• Task details:
In the entries below, find the line with "inset:0; background:#0003; transform-origin:0" and the line with "filter:drop-shadow(2px 0 #b5b8bc)". Print those two and everything between them exactly, and nothing else.

• Data for review:
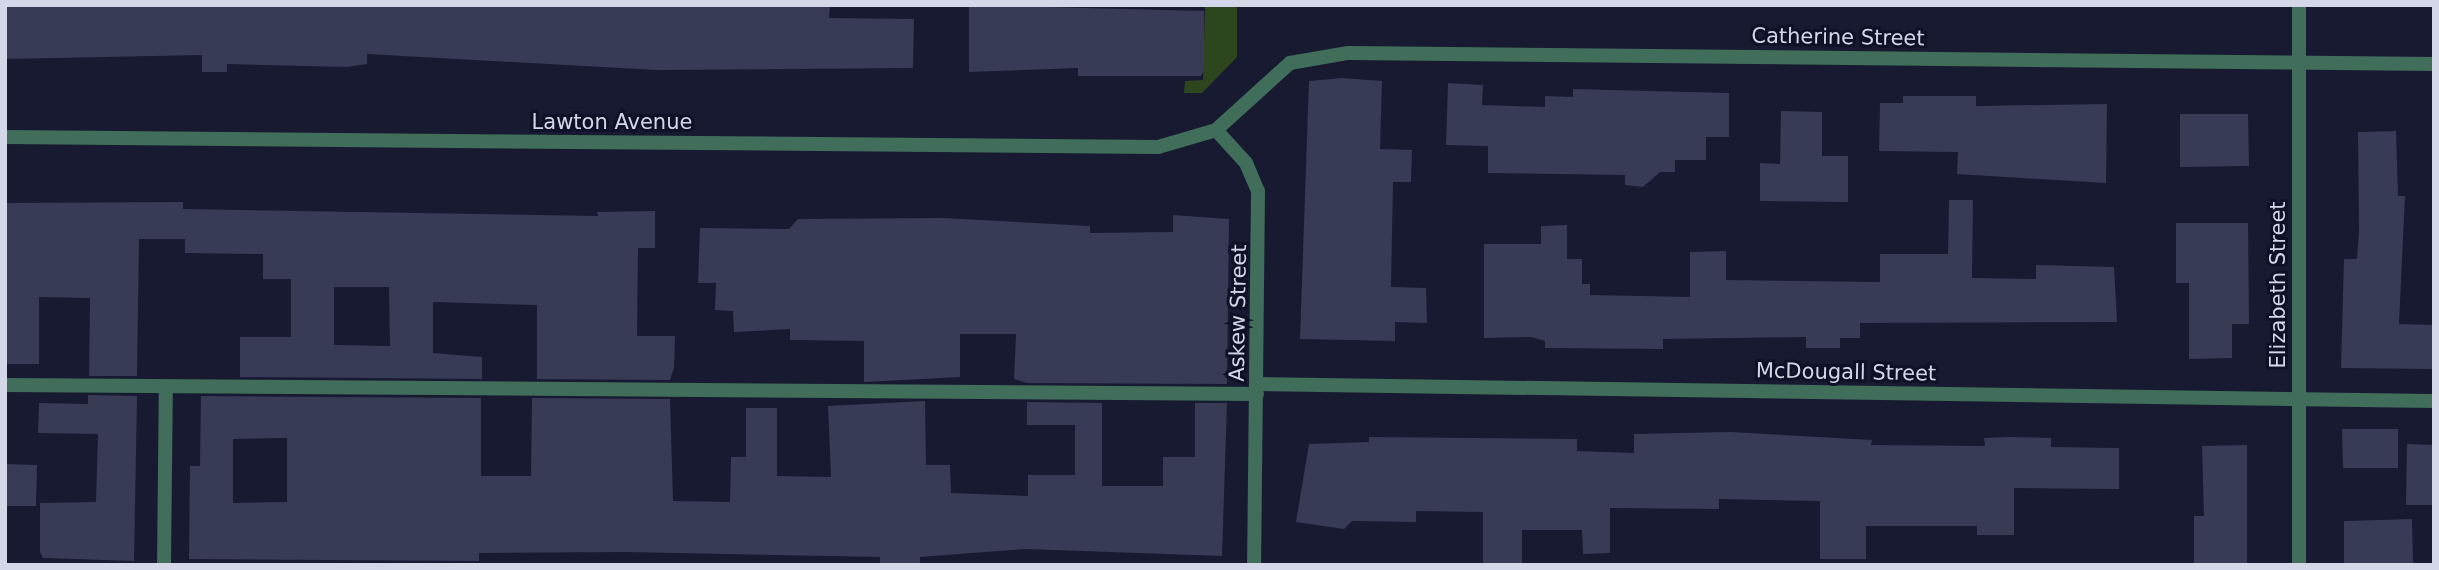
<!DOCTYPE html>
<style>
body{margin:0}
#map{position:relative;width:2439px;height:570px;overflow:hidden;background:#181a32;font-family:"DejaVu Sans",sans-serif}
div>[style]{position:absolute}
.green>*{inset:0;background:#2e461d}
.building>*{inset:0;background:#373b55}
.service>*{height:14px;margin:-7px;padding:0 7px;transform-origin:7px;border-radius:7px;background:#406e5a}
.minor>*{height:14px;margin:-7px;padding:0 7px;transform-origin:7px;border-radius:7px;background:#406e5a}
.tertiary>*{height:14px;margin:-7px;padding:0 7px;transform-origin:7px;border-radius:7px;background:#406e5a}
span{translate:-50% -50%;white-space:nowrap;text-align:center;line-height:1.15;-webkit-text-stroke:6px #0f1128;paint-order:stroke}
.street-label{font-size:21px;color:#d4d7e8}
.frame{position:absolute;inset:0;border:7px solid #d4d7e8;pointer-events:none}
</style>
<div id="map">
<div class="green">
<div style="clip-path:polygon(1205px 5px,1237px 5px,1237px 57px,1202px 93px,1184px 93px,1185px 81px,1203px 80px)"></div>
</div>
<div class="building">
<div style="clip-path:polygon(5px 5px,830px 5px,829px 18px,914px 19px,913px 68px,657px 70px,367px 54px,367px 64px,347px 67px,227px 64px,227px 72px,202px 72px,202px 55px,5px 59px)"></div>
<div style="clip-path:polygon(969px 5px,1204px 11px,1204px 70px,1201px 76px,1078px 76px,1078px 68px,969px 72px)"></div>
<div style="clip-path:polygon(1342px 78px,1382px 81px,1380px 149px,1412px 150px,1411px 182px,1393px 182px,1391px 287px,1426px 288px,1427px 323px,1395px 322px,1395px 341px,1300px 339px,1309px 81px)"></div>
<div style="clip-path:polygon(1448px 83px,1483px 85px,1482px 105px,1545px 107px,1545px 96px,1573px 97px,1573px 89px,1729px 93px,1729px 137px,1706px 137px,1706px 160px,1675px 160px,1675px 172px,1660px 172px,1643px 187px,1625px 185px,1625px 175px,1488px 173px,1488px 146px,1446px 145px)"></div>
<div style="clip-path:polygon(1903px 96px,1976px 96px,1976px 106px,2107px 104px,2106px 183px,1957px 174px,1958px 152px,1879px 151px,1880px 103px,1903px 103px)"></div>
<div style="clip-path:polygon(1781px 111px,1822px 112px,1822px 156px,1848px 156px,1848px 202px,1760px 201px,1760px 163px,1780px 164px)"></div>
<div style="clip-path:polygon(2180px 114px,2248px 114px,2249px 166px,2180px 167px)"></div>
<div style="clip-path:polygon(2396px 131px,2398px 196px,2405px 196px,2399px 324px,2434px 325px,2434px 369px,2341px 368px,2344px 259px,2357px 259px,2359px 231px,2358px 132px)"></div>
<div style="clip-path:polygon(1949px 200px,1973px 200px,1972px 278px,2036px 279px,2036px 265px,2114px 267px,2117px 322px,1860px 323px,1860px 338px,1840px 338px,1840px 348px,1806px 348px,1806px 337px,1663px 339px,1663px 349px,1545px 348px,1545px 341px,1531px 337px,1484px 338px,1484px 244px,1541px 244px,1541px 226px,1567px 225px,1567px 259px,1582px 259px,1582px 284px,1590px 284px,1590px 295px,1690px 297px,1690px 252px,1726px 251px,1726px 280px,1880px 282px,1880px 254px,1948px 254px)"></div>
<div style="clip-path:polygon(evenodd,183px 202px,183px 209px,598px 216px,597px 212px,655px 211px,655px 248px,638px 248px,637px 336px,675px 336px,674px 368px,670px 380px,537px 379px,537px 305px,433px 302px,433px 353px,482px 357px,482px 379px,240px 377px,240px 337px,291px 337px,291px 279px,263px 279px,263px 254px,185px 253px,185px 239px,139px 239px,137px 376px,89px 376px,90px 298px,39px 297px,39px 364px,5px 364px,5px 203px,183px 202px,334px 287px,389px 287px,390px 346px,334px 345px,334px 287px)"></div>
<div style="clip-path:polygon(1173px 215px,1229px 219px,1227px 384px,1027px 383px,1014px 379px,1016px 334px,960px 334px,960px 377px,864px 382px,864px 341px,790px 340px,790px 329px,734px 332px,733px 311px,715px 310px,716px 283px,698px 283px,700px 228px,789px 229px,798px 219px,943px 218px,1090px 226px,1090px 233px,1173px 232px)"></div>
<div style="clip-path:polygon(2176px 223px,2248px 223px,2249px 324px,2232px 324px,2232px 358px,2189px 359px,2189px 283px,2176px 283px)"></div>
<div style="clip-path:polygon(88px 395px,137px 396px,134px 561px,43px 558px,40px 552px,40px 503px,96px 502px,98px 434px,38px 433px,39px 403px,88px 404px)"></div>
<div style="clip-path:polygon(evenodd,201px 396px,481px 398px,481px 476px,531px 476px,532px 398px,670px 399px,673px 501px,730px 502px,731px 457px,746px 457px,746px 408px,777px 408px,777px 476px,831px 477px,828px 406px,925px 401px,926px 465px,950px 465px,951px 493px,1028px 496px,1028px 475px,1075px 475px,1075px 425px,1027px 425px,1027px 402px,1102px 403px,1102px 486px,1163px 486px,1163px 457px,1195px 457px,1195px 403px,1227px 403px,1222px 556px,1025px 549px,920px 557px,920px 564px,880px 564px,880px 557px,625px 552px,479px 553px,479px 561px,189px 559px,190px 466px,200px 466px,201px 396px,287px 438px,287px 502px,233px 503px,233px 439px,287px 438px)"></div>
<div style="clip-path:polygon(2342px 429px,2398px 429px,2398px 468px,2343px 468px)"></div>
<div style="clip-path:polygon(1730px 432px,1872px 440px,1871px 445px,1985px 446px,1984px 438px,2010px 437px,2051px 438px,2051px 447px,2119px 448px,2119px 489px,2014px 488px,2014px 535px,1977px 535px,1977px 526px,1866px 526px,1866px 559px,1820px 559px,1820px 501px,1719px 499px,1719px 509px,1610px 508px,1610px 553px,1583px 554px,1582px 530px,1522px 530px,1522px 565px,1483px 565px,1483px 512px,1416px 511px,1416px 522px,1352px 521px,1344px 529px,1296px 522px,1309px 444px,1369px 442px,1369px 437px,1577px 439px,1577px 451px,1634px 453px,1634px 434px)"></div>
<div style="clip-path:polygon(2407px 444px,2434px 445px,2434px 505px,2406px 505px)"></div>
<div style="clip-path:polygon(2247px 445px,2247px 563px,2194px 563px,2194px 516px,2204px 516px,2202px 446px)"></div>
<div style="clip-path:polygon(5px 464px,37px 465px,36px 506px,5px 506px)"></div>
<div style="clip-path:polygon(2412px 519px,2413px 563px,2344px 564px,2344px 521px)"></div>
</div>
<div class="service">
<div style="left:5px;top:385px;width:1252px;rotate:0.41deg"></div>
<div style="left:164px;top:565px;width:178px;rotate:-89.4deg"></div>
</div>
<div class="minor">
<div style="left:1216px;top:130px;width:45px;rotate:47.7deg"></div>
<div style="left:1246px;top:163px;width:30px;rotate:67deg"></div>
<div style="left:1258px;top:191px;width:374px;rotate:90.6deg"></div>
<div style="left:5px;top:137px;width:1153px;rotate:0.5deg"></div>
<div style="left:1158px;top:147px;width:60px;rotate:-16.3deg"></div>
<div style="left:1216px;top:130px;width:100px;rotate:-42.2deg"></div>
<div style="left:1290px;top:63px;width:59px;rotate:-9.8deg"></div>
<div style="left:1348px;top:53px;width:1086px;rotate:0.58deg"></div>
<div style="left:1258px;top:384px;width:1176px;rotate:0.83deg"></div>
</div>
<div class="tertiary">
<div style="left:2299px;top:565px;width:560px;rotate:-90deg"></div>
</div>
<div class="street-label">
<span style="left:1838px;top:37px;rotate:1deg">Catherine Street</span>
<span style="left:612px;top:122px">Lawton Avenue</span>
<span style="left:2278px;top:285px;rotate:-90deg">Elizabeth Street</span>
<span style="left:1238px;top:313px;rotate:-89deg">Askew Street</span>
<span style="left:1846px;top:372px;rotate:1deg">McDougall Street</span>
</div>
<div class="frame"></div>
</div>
---
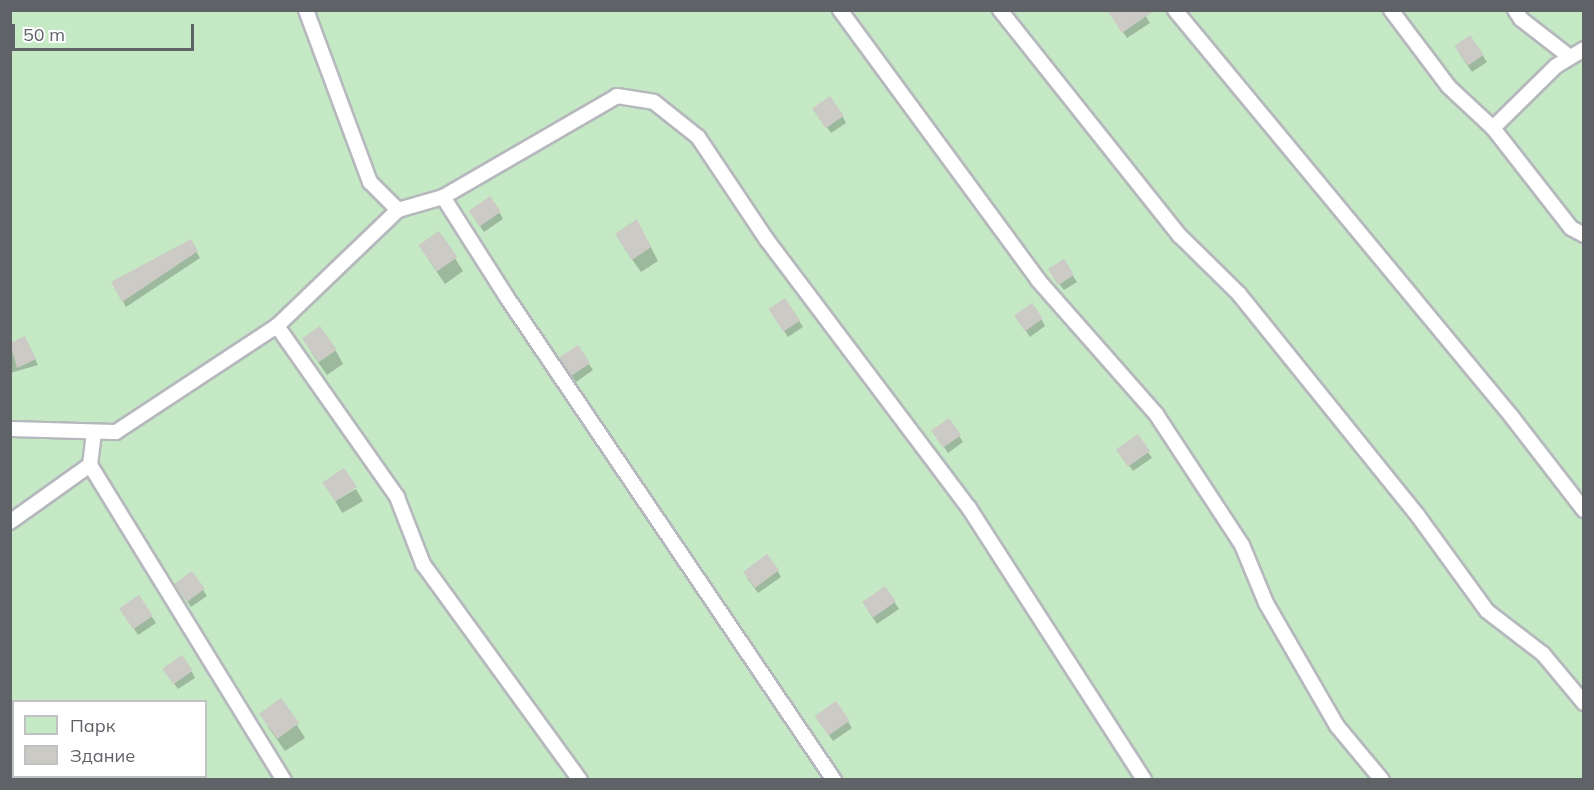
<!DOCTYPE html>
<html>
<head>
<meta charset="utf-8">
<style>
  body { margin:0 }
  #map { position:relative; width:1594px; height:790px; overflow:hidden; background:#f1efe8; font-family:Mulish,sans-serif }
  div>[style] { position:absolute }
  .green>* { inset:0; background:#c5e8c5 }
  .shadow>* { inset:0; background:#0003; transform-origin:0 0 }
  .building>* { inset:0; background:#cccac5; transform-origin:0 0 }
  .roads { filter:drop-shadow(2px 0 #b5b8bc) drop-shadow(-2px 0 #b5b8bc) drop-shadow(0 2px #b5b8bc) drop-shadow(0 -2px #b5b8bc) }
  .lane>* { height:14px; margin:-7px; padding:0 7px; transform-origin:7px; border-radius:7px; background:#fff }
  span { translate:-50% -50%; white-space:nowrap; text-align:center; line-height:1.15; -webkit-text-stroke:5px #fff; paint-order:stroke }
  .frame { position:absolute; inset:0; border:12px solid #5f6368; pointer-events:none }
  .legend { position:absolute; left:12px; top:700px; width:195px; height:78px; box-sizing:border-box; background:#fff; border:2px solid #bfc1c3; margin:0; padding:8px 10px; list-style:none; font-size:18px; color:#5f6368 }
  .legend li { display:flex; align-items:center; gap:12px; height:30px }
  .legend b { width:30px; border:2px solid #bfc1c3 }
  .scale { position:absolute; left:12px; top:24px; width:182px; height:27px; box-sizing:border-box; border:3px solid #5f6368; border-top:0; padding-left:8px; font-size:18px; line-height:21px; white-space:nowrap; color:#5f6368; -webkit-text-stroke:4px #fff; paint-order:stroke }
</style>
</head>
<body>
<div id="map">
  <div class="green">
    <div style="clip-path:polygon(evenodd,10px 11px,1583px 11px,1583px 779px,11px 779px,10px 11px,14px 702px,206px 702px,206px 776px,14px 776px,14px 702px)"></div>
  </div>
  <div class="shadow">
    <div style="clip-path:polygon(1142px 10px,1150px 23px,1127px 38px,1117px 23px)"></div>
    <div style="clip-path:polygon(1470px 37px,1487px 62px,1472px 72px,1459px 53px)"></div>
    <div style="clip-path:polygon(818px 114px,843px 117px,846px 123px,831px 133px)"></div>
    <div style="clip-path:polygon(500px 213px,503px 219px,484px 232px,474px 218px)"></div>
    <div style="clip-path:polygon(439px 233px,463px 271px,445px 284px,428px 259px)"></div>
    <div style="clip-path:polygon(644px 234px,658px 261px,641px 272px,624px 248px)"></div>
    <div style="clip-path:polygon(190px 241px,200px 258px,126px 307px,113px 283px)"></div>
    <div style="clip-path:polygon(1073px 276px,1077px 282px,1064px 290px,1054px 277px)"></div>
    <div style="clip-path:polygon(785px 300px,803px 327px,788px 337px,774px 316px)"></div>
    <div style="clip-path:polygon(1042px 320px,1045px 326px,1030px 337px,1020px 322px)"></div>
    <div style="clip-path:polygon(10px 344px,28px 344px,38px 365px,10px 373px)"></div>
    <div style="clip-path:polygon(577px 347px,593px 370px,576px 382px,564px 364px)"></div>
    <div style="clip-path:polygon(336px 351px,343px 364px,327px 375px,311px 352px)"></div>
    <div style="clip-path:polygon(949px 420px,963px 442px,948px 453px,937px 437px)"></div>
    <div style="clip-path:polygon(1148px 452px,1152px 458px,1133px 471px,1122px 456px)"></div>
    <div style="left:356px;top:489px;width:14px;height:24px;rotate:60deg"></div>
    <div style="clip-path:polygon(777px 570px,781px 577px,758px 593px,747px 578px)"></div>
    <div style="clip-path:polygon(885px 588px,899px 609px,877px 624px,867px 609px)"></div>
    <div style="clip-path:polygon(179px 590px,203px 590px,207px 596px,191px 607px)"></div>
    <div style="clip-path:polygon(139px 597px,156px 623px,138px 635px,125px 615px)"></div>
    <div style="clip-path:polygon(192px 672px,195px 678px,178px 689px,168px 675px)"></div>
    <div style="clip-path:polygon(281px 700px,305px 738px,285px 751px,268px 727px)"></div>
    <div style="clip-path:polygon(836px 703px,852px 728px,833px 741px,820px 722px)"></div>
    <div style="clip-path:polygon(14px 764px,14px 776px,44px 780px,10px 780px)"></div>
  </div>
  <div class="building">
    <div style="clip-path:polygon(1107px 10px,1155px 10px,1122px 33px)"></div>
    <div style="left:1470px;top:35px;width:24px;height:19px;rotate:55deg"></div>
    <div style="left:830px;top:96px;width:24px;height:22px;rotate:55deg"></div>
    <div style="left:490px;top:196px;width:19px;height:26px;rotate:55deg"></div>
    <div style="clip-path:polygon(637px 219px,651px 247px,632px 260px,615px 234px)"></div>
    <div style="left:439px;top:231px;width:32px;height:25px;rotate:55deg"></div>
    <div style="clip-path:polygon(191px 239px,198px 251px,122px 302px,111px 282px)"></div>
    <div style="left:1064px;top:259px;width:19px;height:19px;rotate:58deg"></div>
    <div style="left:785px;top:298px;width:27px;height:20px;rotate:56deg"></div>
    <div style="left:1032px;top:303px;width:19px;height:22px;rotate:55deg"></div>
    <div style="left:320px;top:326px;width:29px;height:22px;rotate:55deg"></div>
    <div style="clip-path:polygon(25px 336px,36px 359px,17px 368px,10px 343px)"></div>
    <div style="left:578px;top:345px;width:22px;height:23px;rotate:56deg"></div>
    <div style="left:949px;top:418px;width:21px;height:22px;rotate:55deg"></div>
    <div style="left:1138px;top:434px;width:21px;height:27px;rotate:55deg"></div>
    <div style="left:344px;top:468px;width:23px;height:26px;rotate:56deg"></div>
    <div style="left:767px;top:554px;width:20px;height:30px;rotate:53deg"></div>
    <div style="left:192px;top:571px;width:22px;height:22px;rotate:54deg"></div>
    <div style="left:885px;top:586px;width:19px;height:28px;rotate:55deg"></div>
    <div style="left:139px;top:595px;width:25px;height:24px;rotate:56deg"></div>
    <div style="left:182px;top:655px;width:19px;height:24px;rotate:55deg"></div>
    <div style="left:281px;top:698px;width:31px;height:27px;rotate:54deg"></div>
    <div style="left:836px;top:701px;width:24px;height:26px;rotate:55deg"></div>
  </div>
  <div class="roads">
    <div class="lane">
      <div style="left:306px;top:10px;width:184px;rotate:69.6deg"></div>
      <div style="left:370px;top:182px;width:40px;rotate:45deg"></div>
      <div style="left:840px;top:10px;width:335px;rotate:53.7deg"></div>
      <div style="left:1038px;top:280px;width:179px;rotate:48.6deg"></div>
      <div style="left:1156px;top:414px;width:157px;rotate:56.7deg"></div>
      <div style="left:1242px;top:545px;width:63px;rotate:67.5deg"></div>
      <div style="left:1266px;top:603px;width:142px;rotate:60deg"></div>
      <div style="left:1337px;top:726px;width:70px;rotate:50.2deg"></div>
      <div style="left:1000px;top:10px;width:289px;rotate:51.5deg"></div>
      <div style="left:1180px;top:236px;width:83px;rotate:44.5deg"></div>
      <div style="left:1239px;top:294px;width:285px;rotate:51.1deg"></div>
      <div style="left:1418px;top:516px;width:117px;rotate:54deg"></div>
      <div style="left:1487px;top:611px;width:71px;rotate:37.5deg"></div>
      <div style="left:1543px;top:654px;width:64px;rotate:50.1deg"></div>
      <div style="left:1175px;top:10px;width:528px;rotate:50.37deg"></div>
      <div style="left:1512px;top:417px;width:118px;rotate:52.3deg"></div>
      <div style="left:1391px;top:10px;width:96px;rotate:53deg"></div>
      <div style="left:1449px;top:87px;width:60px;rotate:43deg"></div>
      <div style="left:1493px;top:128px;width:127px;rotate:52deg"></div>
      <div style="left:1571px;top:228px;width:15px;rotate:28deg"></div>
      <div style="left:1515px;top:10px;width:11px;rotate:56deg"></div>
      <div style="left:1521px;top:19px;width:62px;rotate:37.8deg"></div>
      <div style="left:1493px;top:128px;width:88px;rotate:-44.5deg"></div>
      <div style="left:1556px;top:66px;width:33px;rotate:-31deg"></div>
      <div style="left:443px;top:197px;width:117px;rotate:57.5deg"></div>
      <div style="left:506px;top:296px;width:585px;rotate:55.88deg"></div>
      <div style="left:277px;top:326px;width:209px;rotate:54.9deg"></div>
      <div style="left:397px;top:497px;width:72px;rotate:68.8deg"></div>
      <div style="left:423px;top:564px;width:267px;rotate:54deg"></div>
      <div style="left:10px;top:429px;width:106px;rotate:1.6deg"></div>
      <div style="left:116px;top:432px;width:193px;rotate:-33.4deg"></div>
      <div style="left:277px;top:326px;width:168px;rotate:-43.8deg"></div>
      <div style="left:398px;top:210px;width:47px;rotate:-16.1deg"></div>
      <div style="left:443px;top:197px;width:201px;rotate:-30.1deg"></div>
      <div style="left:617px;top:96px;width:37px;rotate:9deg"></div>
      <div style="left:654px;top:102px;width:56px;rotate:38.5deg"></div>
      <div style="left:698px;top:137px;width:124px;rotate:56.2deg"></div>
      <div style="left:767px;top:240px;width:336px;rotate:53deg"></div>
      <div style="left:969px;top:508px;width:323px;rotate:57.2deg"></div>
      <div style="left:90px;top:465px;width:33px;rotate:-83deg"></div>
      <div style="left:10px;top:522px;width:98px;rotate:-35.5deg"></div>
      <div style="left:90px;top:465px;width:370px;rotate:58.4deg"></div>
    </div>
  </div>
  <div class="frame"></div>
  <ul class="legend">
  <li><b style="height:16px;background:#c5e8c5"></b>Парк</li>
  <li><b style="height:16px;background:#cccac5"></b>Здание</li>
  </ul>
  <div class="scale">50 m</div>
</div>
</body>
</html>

• Solution to the exercise:
  .shadow>* { inset:0; background:#0003; transform-origin:0 0 }
  .building>* { inset:0; background:#cccac5; transform-origin:0 0 }
  .roads { filter:drop-shadow(2px 0 #b5b8bc) drop-shadow(-2px 0 #b5b8bc) drop-shadow(0 2px #b5b8bc) drop-shadow(0 -2px #b5b8bc) }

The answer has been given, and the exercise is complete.